Reading the responses thus far, there appear to be two interpretations of the OP's ambiguously worded question:

1) What was the first stock you ever bought?

2) If you were buying your first stock today what would it be?

Me, I'd opt for #2.


----------



## Moneytoo (Mar 26, 2014)

Nemo2 said:


> Reading the responses thus far, there appear to be two interpretations of the OP's ambiguously worded question:
> 
> 1) What was the first stock you ever bought?
> 
> ...


And what would it be?


----------



## Nemo2 (Mar 1, 2012)

Moneytoo said:


> And what would it be?


Haven't got a clue. :biggrin:


----------



## AltaRed (Jun 8, 2009)

Nemo2 said:


> Reading the responses thus far, there appear to be two interpretations of the OP's ambiguously worded question:
> 
> 1) What was the first stock you ever bought?
> 
> ...


I think the OP's question was clear. What would it be today......What one would pick last month, or last year, or last decade, or last century is irrelevant today. 

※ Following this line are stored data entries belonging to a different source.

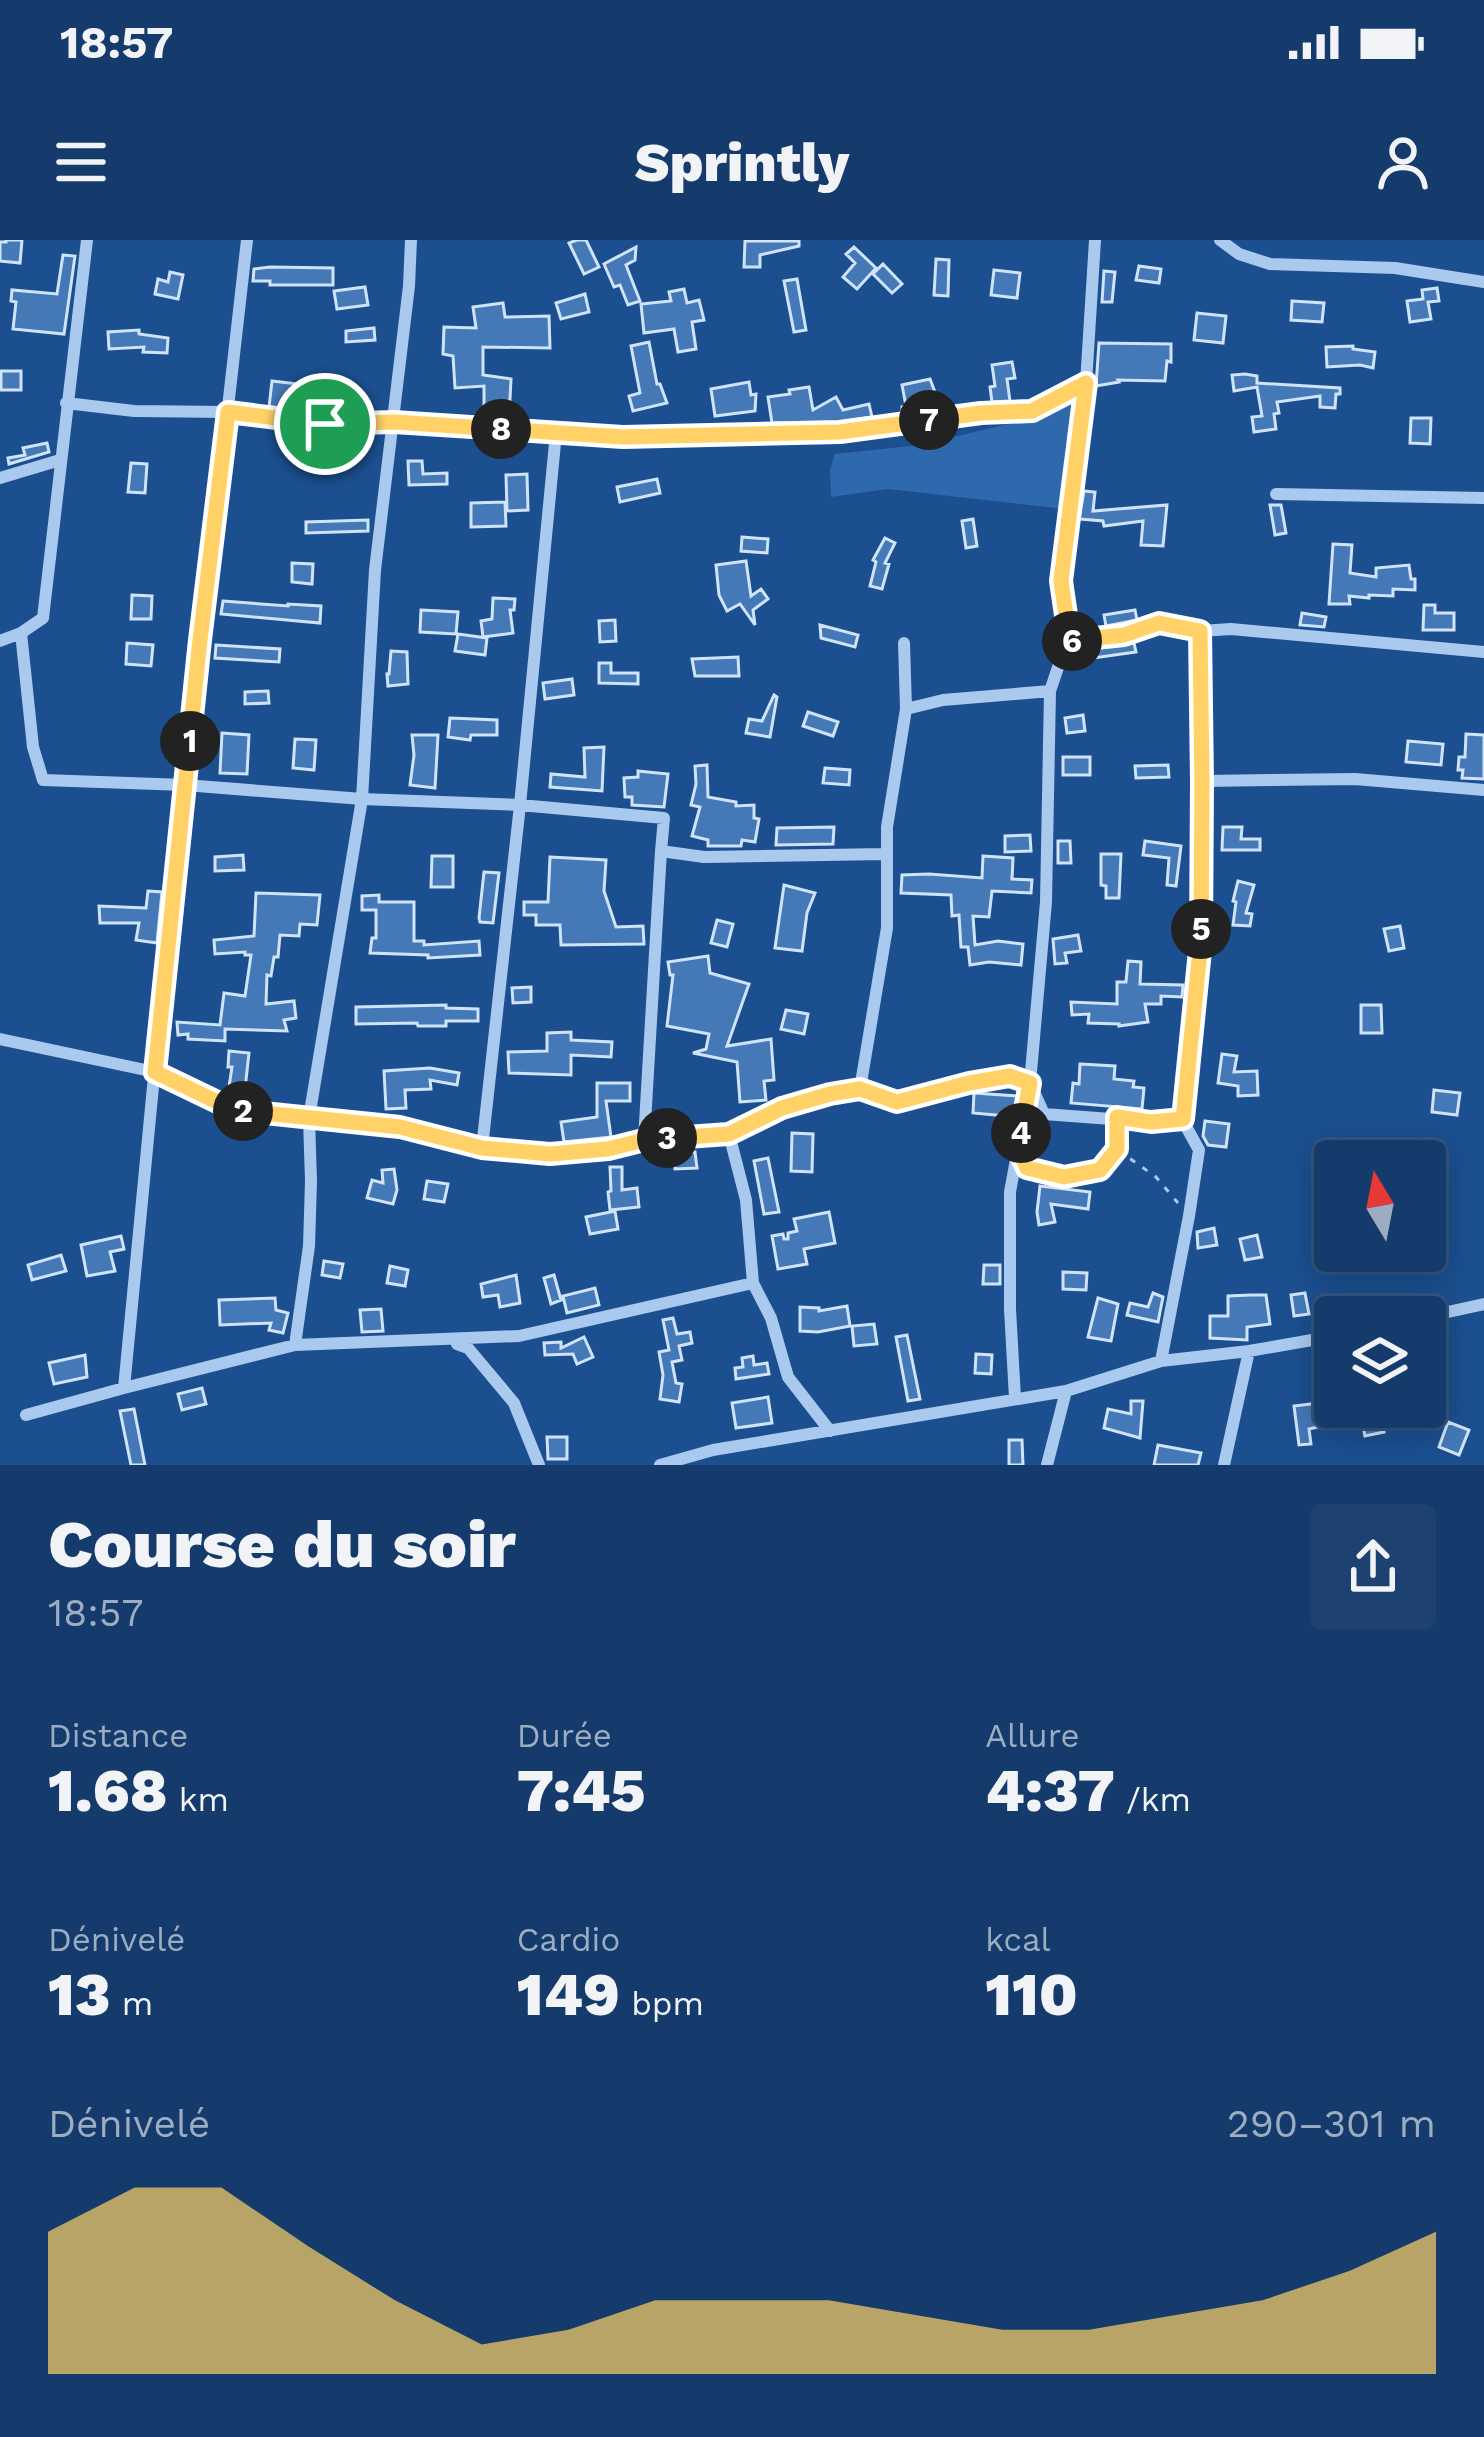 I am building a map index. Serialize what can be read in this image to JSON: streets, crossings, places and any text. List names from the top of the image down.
{
  "north": "top",
  "page": {
    "status": "18:57",
    "header": "Sprintly",
    "pins": [
      "7",
      "8",
      "6",
      "1",
      "5",
      "2",
      "4",
      "3"
    ],
    "heading": ["Course du soir", "18:57"],
    "stats": [
      ["Distance", "1.68 km"],
      ["Durée", "7:45"],
      ["Allure", "4:37 /km"],
      ["Dénivelé", "13 m"],
      ["Cardio", "149 bpm"],
      ["kcal", "110"]
    ],
    "chart": ["Dénivelé", "290–301 m"]
  }
}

I am not sure what it would be for me, but being a value investor, it would be a stock with increasing EPS, low P/E, low P/B, and a fairly steady stream of increasing dividends. Probably a financial stock of some type.

Added: for sure something off Norm Rothery's all star list.


----------



## Nemo2 (Mar 1, 2012)

AltaRed said:


> I think the OP's question was clear. What would it be today......What one would pick last month, or last year, or last decade, or last century is irrelevant today.

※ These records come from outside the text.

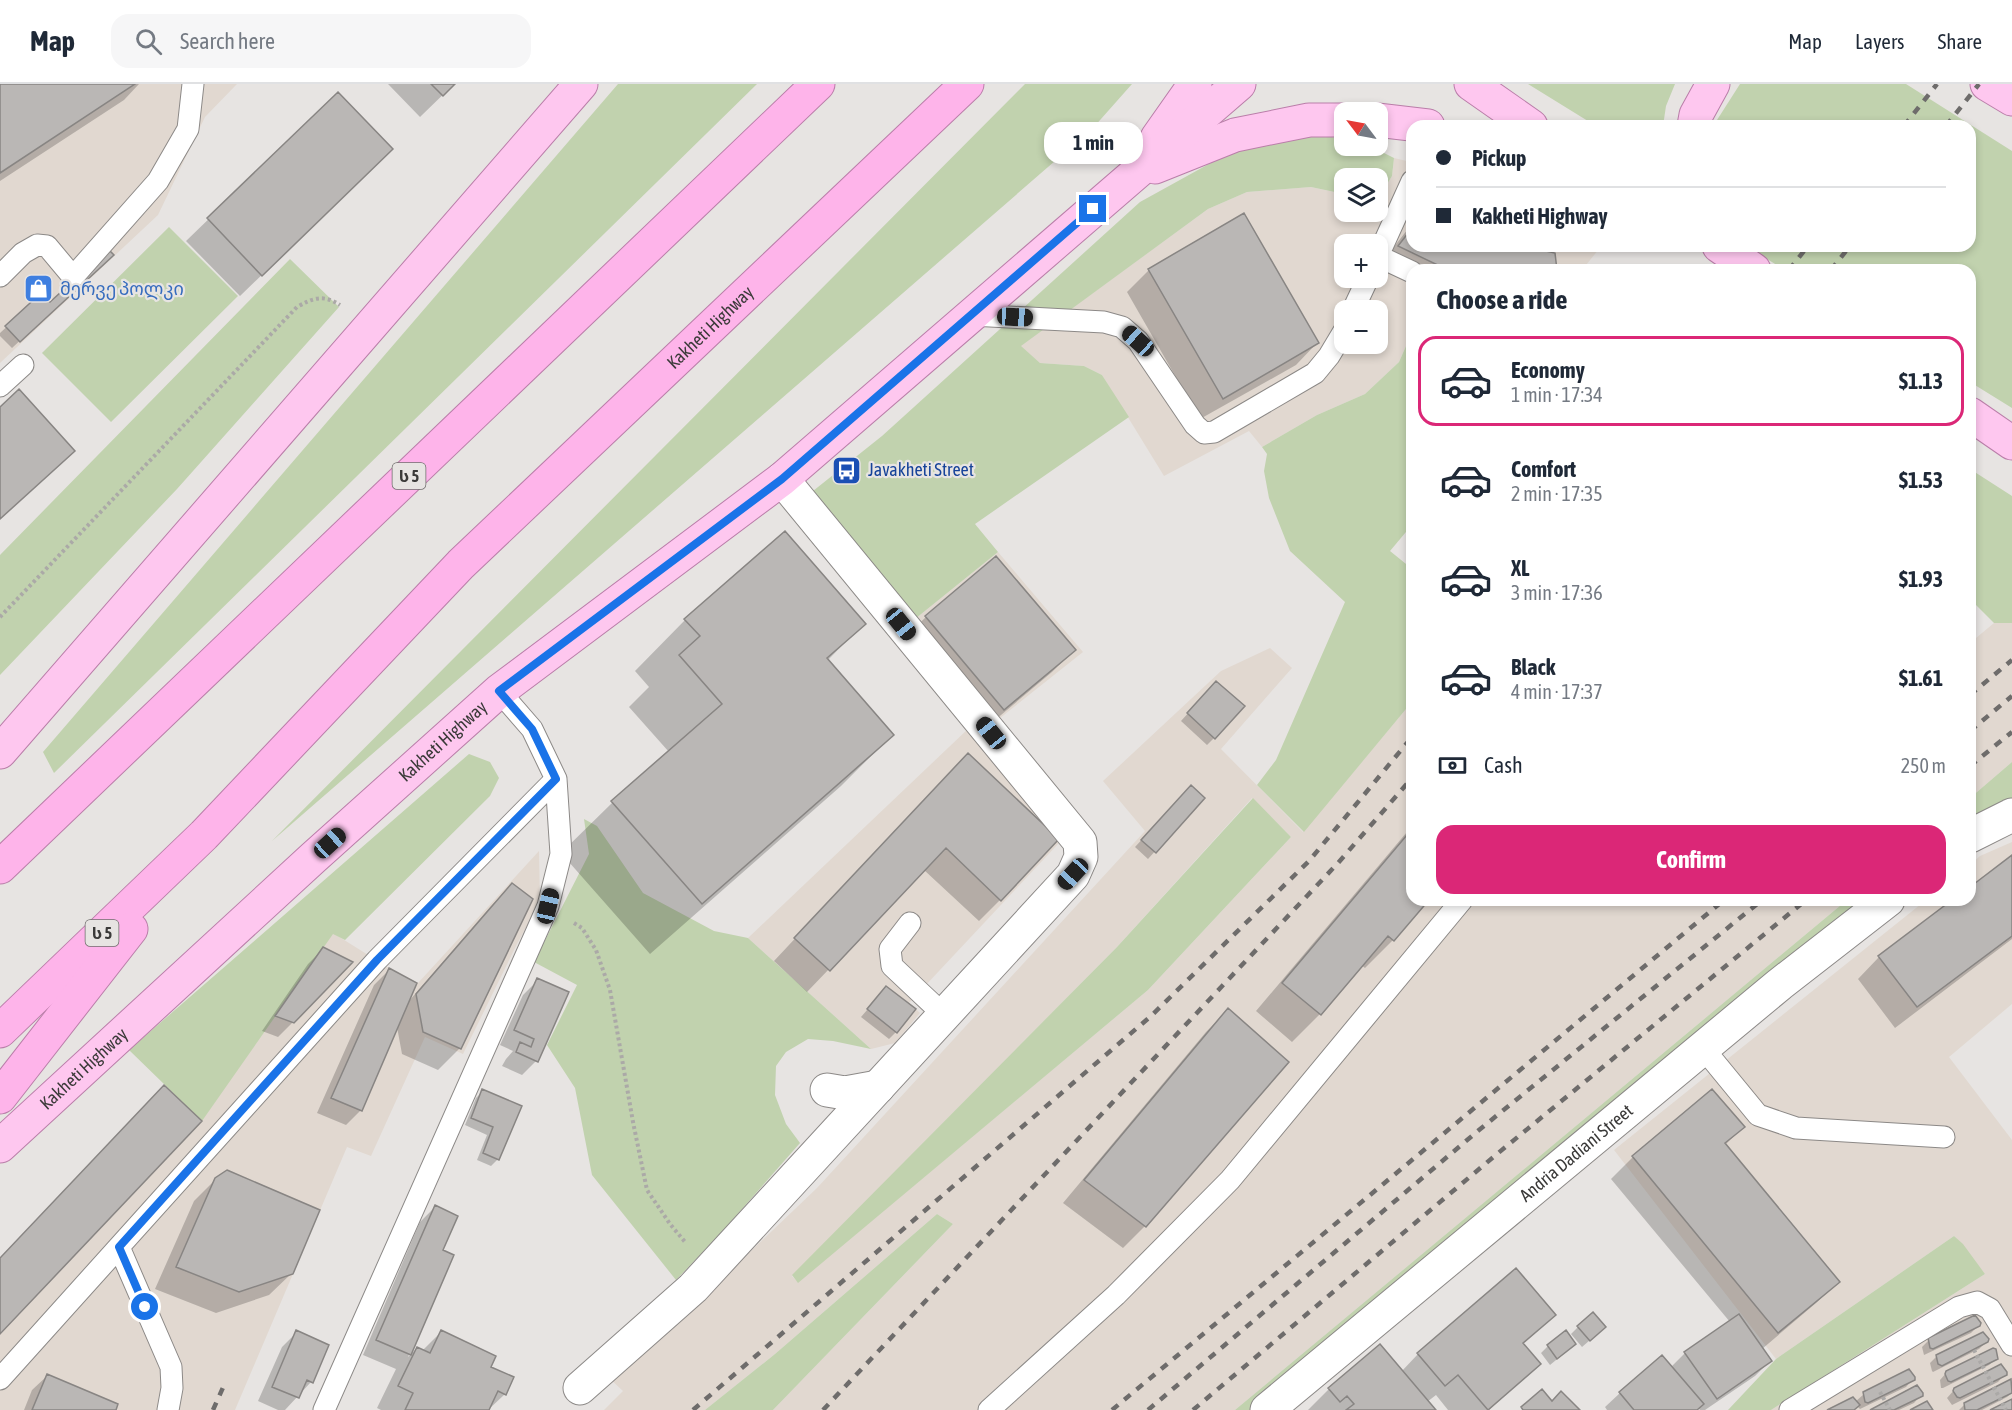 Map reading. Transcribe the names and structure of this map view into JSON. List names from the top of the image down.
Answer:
{
  "streets": {
    "highway": ["Kakheti Highway", "ს 5"],
    "street": ["Andria Dadiani Street"]
  },
  "places": {
    "shop": ["მერვე პოლკი"],
    "bus stop": ["Javakheti Street"]
  },
  "north": "top left",
  "page": {
    "header": "Map",
    "search": "Search here",
    "nav": ["Map", "Layers", "Share"],
    "map_buttons": ["+", "−"],
    "banner": ["Pickup", "Kakheti Highway"],
    "bubble": "1 min",
    "heading": "Choose a ride",
    "list": [
      {
        "name": "Economy",
        "note": "1 min · 17:34",
        "value": "$1.13"
      },
      {
        "name": "Comfort",
        "note": "2 min · 17:35",
        "value": "$1.53"
      },
      {
        "name": "XL",
        "note": "3 min · 17:36",
        "value": "$1.93"
      },
      {
        "name": "Black",
        "note": "4 min · 17:37",
        "value": "$1.61"
      }
    ],
    "pay": ["Cash", "250 m"],
    "buttons": "Confirm"
  }
}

Evidently, not _that_ clear to some respondents, who offered historical purchases as examples. :wink:


----------



## GoldStone (Mar 6, 2011)

Are we supposed to read the question before we answer?


----------



## andrewf (Mar 1, 2010)

I don't think it really matters, because buying just one stock is probably a bad idea, unless you have a copy of tomorrow's newspaper.


----------



## rikk (May 28, 2012)

So the post is, I think, a rewording of the old "what are you watching", "what are you watching right now" type posts ... well, I'm considering CIBC (CM) for my wife's account ... dividends, a bit beat up with maybe a bit more to come, the psychological effect of a split should that happen.


----------



## marina628 (Dec 14, 2010)

Actually I would buy FTS today too...


----------



## Moneytoo (Mar 26, 2014)

andrewf said:


> I don't think it really matters, because buying just one stock is probably a bad idea, unless you have a copy of tomorrow's newspaper.

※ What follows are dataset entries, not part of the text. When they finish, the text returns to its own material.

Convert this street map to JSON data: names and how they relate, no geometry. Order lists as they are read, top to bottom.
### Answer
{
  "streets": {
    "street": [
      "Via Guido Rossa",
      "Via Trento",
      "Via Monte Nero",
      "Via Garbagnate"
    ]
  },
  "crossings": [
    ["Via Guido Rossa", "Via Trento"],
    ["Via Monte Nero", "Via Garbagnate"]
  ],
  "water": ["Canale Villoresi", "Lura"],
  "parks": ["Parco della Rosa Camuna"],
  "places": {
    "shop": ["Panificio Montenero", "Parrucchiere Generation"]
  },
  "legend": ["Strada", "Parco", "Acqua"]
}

Maybe it's for June stock picking competition: http://forums.redflagdeals.com/stock-picking-competition-1476534/


----------



## My Own Advisor (Sep 24, 2012)

Probably BNS. Strong historical returns and international exposure. Collect dividends all along the way + maybe a few stock splits in the years ahead.


----------



## leeder (Jan 28, 2012)

My first stock bought was Enbridge. Despite the lofty valuations when I initiated my position, it has produced excellent capital and dividend growth. Those who seek a non-financial stock alternative should be looking at ENB.


----------



## Toronto.gal (Jan 8, 2010)

Nemo2 said:


> Evidently, not _that_ clear to some respondents, who *offered historical purchases* as examples. :wink:


LOL, but true. :biggrin:

I have no historical purchases, just modern ones since only began buying stocks in late 09. However, were I buying today, I would buy insurance companies; many are trading at 09 prices.


----------



## Islenska (May 4, 2011)

Remember well buying Pfizer just before Viagra came out and made $1500 on the trade, my knees were shaking as it went thru, got me hooked on the stock market.

Have to second your thought on insurance companies T-gal, have oodles of GWO, SLF and PWF, great dividends for dripping. The feeling is these financial types will perform nicely as interest rates rise down the road. Should be a decent time for purchase as they have come off.


----------



## NorthKC (Apr 1, 2013)

I think my first stock will either be a bank or Bell. They've both hosed me enough over the years so I think it's time for me to collect those "fees" back especially since they will still continue to be around for a long time!


----------



## Moneytoo (Mar 26, 2014)

One day, tired of waiting for (what seems like forever) a decent stock to dip, I'll just get seduced by one of those New Offerings, like today's "Element Financial Corporation - 6.40% 5 Year Cumulative Rate Reset Preferred Shares, Series E"...


----------



## gibor365 (Apr 1, 2011)

I think in Canada my first stock was PM .... in mid-90s was investing into Israeli stock market...I think the first stock I bought was Bezeq


----------



## Jon_Snow (May 20, 2009)

I think one of my first stock purchases was Cedar Fair (FUN) in late 2009. Thanks to Jim Cramer for that one.


----------



## donald (Apr 18, 2011)

My 1st stock(4 yrs ago switching from mutual funds)was mcd
first tsx stock which followed a few days later was td
Last stock i bough a 4 weeks ago was de(john deere)i think it was a good buy(happy with the 18% dividend increase recently)needed/wanted exposure to agi/so far a bit of money made-was a value play in high 80's


----------



## Jacq (Feb 8, 2014)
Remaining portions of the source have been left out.